Uzlaşma ve siyasi ittifaklar kurmayı biliyorBirçok konuda ilerici duruşuna rağmen CDU'nun başkan yardımcısı pozisyonuna yükselen bir siyasi yan katılımcı olarak, uzlaşmalar ve ittifaklar kurmayı da biliyor. Bu, özellikle kadın politikası girişimleri için önemli olacak. Prien'in burada planladığı hemen hemen her şey "bütçe kısıtlamalarına tabi", yani ekonomi tekrar canlanana kadar bunun için fon sağlanamayacak. Ve sonra bütçeyi akıllıca müzakere etmesi gerekecek.
Elbette, şunu söyleyebilirsiniz: Zaten işe yaramayacak. "Kadınlar ve Şeyler" kriz zamanlarında söz sahibi olamaz. Ama şimdi de inanıyorum ki: Eğer biri bu koşullar altında, en azından bazı kadınlar için ve bazı çok önemli konularda bir fark yaratabilecekse, o muhtemelen Karin Prien gibi biri olurdu.
Kişi hakkında: Karin Prien, 59 yaşında, Amsterdam'da doğdu.
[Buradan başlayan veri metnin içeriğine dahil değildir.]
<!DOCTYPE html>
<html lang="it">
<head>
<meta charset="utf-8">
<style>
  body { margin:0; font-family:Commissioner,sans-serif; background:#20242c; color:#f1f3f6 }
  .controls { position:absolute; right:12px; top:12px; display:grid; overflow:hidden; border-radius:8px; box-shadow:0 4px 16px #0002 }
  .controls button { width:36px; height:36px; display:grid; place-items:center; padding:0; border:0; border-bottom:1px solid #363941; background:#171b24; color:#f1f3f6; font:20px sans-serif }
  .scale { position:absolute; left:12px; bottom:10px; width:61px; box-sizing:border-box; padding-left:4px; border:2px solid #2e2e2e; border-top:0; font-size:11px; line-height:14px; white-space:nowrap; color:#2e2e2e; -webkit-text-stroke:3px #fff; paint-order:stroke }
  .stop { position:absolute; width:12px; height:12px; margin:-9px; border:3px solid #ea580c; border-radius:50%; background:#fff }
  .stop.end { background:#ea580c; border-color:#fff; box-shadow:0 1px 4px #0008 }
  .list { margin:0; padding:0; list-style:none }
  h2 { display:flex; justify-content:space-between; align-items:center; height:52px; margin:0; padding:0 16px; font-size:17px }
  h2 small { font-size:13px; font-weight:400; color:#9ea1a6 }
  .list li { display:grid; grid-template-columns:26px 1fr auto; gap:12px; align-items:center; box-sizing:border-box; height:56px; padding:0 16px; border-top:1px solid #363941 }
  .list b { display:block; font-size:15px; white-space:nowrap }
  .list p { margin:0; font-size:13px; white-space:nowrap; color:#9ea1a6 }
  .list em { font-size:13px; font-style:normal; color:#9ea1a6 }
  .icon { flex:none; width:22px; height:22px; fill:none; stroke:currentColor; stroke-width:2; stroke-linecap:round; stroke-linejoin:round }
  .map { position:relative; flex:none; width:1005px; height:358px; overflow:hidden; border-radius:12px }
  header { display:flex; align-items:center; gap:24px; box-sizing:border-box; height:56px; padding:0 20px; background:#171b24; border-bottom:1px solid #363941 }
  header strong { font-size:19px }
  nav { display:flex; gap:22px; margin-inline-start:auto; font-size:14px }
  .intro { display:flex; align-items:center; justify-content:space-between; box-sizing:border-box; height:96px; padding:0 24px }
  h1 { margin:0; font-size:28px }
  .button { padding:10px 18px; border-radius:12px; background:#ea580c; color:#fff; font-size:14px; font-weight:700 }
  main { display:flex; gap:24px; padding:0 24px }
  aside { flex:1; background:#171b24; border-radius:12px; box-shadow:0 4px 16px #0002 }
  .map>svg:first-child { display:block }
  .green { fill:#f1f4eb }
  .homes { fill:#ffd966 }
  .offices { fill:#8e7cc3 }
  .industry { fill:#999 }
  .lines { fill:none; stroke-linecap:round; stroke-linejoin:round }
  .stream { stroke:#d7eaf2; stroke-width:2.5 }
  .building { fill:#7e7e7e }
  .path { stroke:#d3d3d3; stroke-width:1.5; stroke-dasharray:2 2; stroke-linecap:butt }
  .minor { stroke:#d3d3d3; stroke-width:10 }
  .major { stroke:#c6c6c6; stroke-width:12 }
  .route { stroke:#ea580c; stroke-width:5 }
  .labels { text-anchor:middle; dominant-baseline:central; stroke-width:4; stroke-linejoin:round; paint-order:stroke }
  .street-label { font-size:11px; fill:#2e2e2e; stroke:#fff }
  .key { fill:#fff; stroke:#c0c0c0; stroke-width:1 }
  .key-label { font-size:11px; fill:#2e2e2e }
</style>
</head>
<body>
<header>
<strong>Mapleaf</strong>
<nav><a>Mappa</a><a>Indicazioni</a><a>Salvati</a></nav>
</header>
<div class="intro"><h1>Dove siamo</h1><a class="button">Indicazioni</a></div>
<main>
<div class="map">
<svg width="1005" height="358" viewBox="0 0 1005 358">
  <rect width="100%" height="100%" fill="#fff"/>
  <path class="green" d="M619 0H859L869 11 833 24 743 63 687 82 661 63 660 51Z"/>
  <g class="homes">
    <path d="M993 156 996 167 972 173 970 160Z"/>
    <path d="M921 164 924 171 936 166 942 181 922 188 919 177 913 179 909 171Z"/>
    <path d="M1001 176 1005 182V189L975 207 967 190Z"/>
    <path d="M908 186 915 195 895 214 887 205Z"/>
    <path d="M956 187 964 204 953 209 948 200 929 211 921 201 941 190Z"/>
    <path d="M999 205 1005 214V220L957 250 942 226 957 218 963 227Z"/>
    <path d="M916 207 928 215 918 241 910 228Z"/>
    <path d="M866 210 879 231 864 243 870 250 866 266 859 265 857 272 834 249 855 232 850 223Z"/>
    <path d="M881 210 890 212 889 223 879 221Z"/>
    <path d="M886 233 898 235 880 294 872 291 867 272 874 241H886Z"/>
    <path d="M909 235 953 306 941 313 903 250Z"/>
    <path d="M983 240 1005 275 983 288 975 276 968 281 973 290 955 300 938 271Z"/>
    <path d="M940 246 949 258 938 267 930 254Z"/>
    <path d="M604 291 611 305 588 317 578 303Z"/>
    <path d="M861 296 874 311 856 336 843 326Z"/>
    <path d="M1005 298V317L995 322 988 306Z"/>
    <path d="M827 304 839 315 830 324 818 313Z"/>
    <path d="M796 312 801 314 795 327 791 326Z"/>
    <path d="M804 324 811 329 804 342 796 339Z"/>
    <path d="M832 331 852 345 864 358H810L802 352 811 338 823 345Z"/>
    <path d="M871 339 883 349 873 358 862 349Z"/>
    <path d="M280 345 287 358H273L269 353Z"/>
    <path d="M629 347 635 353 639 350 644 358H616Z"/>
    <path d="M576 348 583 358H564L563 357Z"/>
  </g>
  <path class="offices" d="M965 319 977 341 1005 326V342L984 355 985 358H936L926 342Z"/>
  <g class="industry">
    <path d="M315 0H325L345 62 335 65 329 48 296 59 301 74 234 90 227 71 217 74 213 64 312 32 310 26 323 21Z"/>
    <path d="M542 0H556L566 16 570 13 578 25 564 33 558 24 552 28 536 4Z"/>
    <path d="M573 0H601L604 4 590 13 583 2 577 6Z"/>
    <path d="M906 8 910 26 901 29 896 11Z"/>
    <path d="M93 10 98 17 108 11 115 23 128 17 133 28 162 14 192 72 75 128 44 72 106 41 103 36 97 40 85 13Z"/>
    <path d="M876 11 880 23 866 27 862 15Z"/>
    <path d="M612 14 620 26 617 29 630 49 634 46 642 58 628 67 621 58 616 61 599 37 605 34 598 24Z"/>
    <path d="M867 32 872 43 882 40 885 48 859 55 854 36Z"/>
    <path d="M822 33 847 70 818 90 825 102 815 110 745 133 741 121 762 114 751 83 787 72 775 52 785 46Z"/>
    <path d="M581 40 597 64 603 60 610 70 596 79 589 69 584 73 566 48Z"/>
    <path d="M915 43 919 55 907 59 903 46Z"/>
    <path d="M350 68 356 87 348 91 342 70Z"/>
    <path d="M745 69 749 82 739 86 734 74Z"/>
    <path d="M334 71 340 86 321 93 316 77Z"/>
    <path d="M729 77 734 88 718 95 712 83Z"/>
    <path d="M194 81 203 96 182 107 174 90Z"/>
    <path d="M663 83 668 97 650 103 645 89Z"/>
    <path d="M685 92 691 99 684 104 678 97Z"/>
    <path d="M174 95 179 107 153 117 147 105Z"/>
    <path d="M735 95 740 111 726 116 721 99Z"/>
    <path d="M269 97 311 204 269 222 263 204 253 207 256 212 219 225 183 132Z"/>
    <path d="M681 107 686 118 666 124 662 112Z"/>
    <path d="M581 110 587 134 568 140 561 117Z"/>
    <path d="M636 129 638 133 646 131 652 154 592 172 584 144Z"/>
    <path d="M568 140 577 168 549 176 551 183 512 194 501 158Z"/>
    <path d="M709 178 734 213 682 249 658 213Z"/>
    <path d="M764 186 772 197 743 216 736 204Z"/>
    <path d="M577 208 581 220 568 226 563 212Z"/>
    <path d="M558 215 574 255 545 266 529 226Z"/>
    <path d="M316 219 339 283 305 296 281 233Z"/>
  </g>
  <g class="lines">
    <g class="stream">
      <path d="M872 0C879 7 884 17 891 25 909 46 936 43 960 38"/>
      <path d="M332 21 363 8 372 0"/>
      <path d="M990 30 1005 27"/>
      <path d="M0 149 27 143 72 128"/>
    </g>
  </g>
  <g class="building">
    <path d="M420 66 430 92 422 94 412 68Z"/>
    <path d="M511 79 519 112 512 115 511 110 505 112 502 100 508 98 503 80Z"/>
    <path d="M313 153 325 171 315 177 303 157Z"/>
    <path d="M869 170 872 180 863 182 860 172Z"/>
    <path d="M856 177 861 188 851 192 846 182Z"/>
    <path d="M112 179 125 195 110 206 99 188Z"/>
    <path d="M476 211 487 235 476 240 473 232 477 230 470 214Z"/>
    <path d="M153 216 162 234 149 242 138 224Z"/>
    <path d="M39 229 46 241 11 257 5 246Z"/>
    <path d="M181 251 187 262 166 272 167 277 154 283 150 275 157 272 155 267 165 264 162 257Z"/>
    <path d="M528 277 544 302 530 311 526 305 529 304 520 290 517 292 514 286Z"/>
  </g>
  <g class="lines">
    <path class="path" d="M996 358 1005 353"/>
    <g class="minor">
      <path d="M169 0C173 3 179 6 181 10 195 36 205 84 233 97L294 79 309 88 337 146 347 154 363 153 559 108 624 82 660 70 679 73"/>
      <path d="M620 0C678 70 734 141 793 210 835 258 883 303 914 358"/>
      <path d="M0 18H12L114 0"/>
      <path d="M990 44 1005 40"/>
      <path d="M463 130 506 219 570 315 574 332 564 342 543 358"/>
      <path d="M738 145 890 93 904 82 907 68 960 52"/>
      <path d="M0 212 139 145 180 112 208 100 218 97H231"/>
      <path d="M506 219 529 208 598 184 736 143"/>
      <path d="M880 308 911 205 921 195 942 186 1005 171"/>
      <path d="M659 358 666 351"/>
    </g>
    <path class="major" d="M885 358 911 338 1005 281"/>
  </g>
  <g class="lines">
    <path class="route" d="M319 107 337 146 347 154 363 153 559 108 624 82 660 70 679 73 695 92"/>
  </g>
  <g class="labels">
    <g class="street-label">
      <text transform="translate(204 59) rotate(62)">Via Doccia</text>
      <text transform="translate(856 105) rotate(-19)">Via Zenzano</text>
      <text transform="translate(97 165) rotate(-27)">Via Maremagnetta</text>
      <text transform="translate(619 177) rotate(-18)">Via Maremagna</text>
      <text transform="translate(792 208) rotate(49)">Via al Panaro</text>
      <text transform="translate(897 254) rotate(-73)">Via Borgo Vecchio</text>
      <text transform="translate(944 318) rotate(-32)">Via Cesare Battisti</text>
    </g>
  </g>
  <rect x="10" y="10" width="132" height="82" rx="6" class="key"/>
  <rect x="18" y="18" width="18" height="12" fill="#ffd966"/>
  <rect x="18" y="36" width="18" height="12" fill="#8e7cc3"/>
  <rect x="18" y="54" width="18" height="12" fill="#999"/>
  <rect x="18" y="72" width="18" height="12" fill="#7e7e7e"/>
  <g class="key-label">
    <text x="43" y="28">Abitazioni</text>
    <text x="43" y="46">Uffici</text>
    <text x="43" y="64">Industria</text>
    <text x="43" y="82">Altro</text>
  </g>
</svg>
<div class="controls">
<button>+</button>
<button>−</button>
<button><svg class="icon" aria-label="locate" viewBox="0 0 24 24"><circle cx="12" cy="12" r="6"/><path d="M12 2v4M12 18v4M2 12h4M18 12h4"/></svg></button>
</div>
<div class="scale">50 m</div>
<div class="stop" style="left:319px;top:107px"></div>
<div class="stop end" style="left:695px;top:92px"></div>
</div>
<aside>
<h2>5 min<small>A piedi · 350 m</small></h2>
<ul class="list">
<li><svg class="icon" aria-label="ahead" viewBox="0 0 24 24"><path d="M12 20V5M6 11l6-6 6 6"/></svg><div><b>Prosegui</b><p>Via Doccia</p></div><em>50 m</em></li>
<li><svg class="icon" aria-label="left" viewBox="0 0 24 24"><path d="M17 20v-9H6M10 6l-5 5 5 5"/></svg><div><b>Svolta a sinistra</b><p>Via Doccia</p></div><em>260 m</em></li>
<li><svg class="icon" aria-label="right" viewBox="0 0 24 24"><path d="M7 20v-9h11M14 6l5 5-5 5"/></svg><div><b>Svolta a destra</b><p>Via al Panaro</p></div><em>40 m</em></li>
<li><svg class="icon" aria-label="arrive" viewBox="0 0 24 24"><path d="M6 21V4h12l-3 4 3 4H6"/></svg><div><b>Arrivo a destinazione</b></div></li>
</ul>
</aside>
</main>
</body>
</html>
Dört yaşındayken ailesiyle birlikte Renanya-Palatina'ya taşındı. Bonn'da hukuk ve siyaset bilimi okuduktan sonra ticaret ve iflas hukuku konusunda uzmanlaşmış bir avukat olarak çalıştı. Bu süre zarfında kendisi ve yine bir avukat olan kocasının üç oğlu oldu. 2011'den itibaren CDU için Hamburg Parlamentosu'nda milletvekili olarak görev yaptı. 2017'de Schleswig-Holstein'ın Başbakanı Daniel Günther onu Eğitim, Bilim ve Kültür Bakanı olarak Kiel'e getirdi. Prien, CDU'nun dört başkan yardımcısından biridir; parti içinde liberal kanada aittir. Mayıs ayında Federal Eğitim, Aile, Yaşlılar, Kadınlar ve Gençlik Bakanı olarak göreve başladı.